Top of SUPPLIED INFORMATION

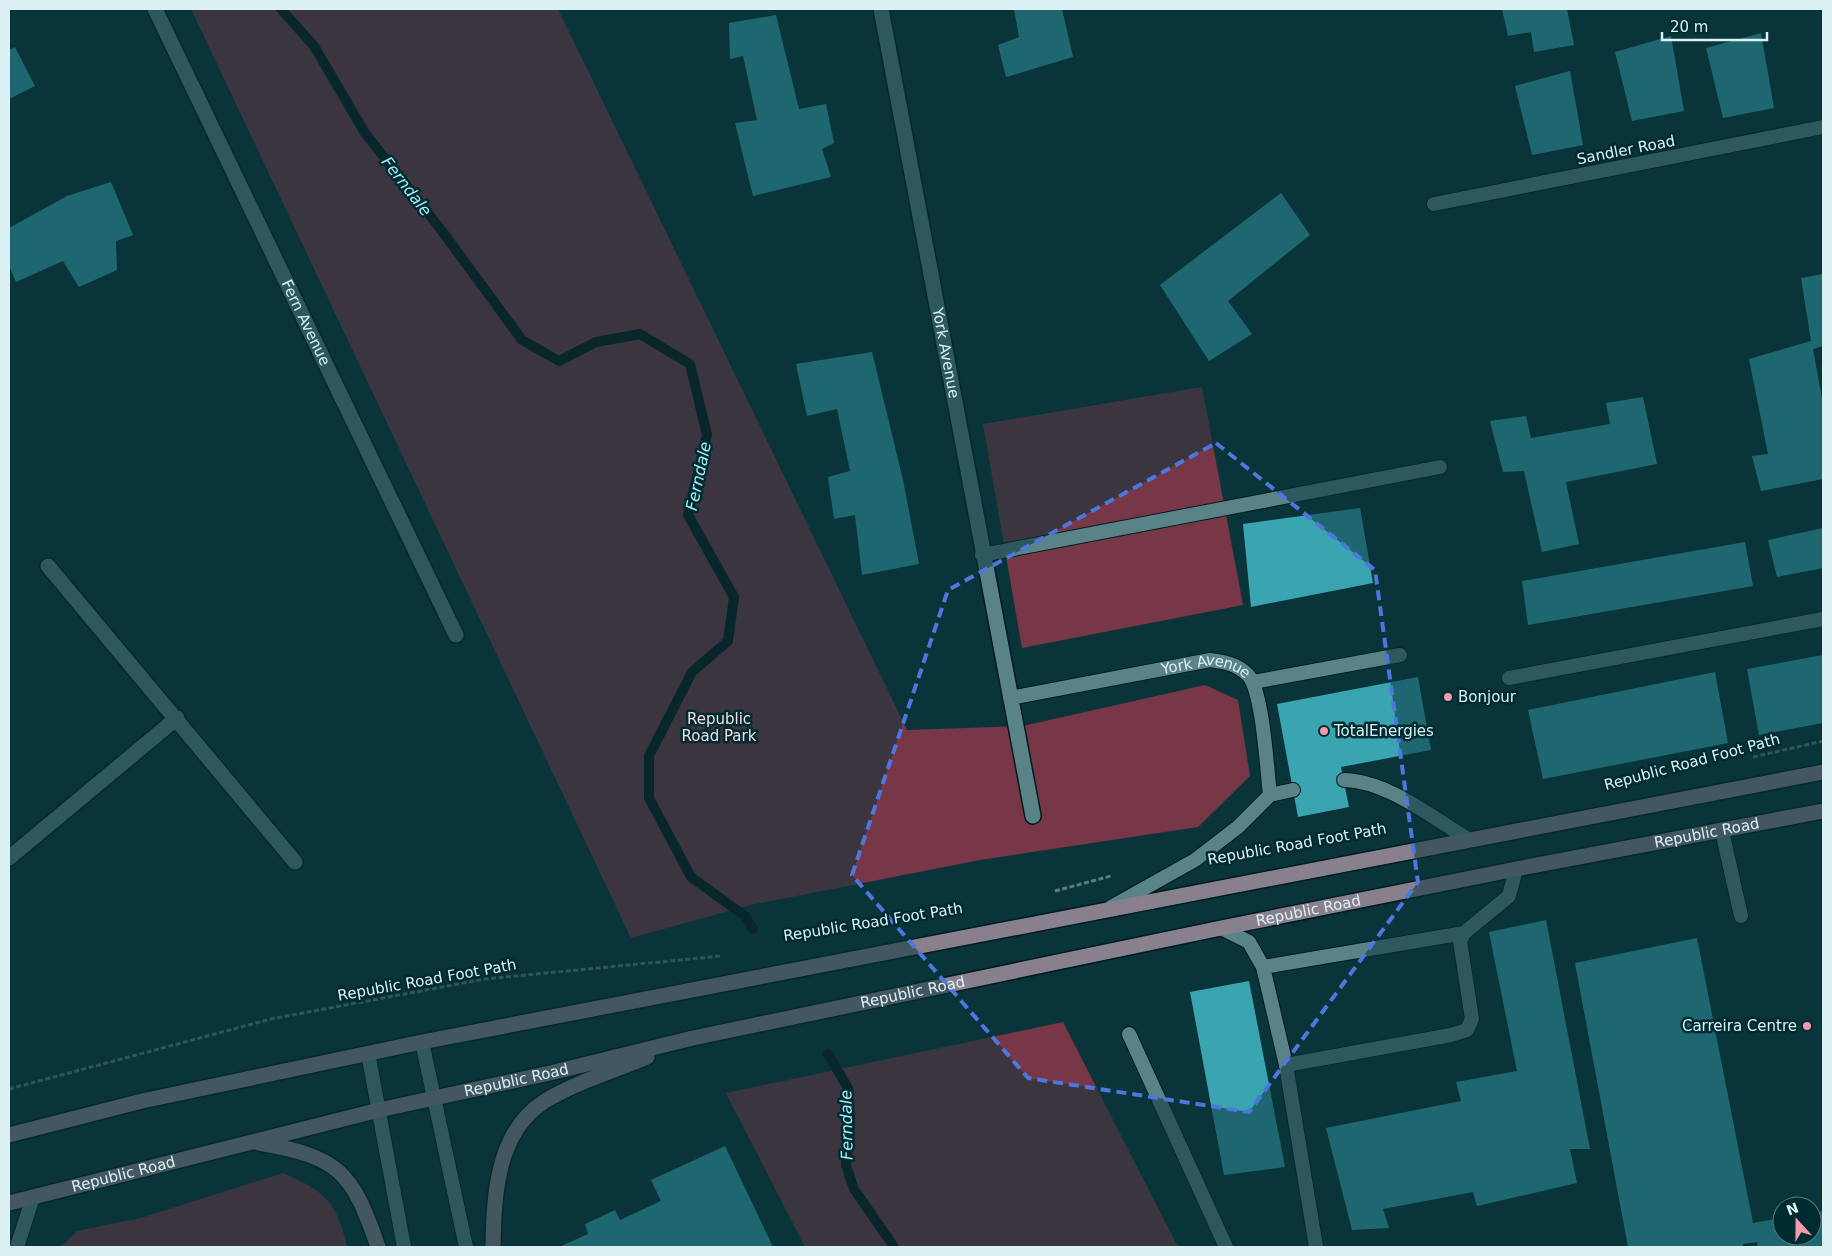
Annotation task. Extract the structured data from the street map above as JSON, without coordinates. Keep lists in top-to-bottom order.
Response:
{
  "streets": {
    "main road": ["Republic Road"],
    "street": ["Fern Avenue", "York Avenue"],
    "lane": ["Sandler Road"],
    "path": ["Republic Road Foot Path"]
  },
  "water": ["Ferndale"],
  "parks": ["Republic Road Park"],
  "places": ["Bonjour", "TotalEnergies", "Carreira Centre"],
  "scale_bar": "20 m",
  "north": "top"
}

Bottom of SUPPLIED INFORMATION

Your answer is all of the records restated word for word, pictures excluded.

— TASK RESULT —
Annotation task. Extract the structured data from the street map above as JSON, without coordinates. Keep lists in top-to-bottom order.
Response:
{
  "streets": {
    "main road": ["Republic Road"],
    "street": ["Fern Avenue", "York Avenue"],
    "lane": ["Sandler Road"],
    "path": ["Republic Road Foot Path"]
  },
  "water": ["Ferndale"],
  "parks": ["Republic Road Park"],
  "places": ["Bonjour", "TotalEnergies", "Carreira Centre"],
  "scale_bar": "20 m",
  "north": "top"
}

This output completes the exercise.